Hence Maarten enters a Gloucester tavern, but when the barmaid turns to face him, he has to hold on to the bar: “Of course, I must have changed a great deal in fifty years. Grown fatter. Her nails are painted bright red. The nature of the work requires it. When the phone rings I hear that her voice is deeper, rawer. From smoking, of course. Even in those days she used to smoke a pack a day. Beautiful firm round buttocks.” It is, momentarily, the beautiful and desirable Karen, with whom he had his first love affair. And he knows it can’t be her, even though it “is” her. Or the way Greta, smelling of perfume, continues to live in his mind, so much so that when he later sees Phil (the young girl hired by Vera to help take care of him) playing the piano, all the pieces fall beautifully, tragically, and absurdly into place:

I pull a chair up and look at the strong ringless fingers as they seek their way effortlessly over the black and white keys. How beautifully she plays! And then I do what I have always wanted to do but have never dared. She briefly goes on playing, but then she lifts my head from her lap and pushes me upright. In her fright she starts talking to me in English.

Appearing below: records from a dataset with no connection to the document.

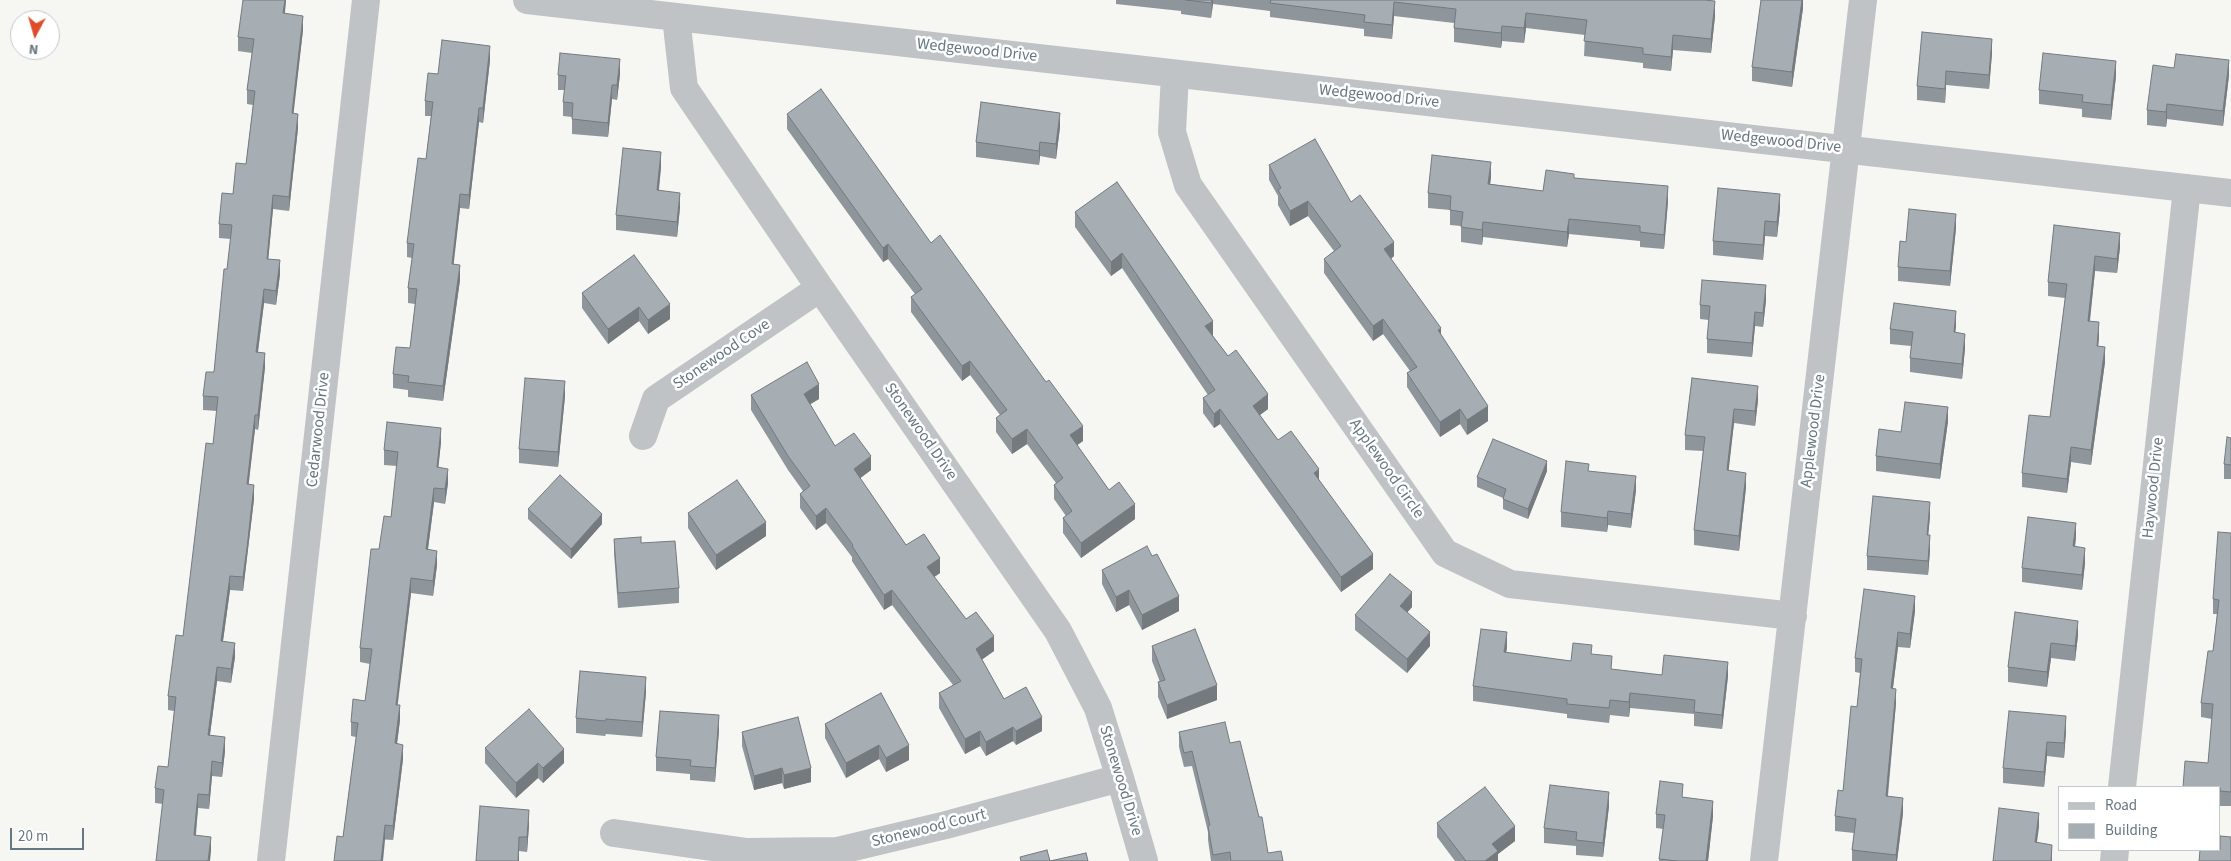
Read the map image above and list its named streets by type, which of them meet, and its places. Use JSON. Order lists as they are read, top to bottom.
{
  "streets": {
    "street": [
      "Wedgewood Drive",
      "Stonewood Cove",
      "Cedarwood Drive",
      "Applewood Drive",
      "Stonewood Drive",
      "Applewood Circle",
      "Haywood Drive",
      "Stonewood Court"
    ]
  },
  "crossings": [
    ["Wedgewood Drive", "Applewood Drive"],
    ["Wedgewood Drive", "Stonewood Drive"],
    ["Wedgewood Drive", "Applewood Circle"],
    ["Wedgewood Drive", "Haywood Drive"],
    ["Stonewood Cove", "Stonewood Drive"],
    ["Applewood Drive", "Applewood Circle"],
    ["Stonewood Drive", "Stonewood Court"]
  ],
  "legend": ["Road", "Building"],
  "scale_bar": "20 m",
  "north": "bottom"
}
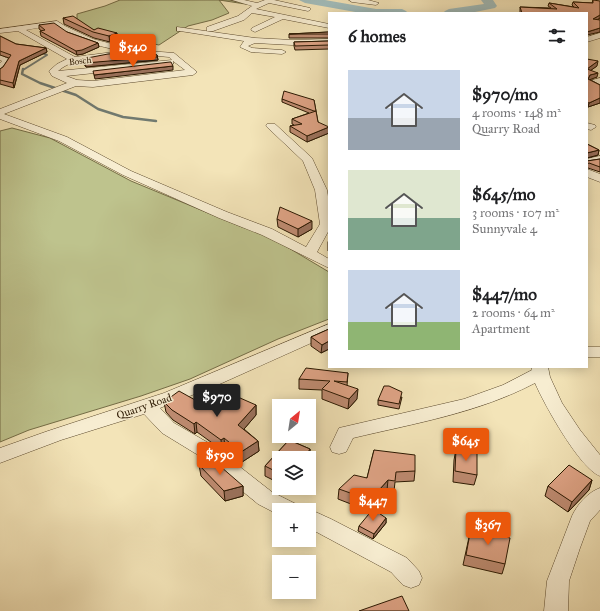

“You mustn’t do that again. Otherwise I shall have to leave.”

All in rapid English. The lesson is clearly at an end, although I haven’t played a single note to her yet. She leads me to the settee and then goes to the kitchen.

 

What does one say in the face of a scene like this? Neither Phil nor Vera could possibly see or grasp the larger gestalt taking form here, as Maarten thinks he is at last showing his adoration for Greta the teacher (speaking English, oddly enough, instead of Dutch). Time avails not; he is in Holland fifty years earlier. The child you were returns and takes over; growing old recedes into growing up. Of course it is an awful mishmash of time and place, and no amount of lovely crystallizing private fantasy can offset the grotesque human errors on show here. But in some deep sense, Bernlef’s story is about finding as well as losing, about things coming together as well as apart. Love endures: what Maarten felt for Greta and Karen decades ago not only has not died but scripts the realia of his life, even gives him an awful second chance. The patterns that now come into focus are permanently at odds with the here-and-now real world, and the people he sees are increasingly counters for the shadows and ghosts of his past.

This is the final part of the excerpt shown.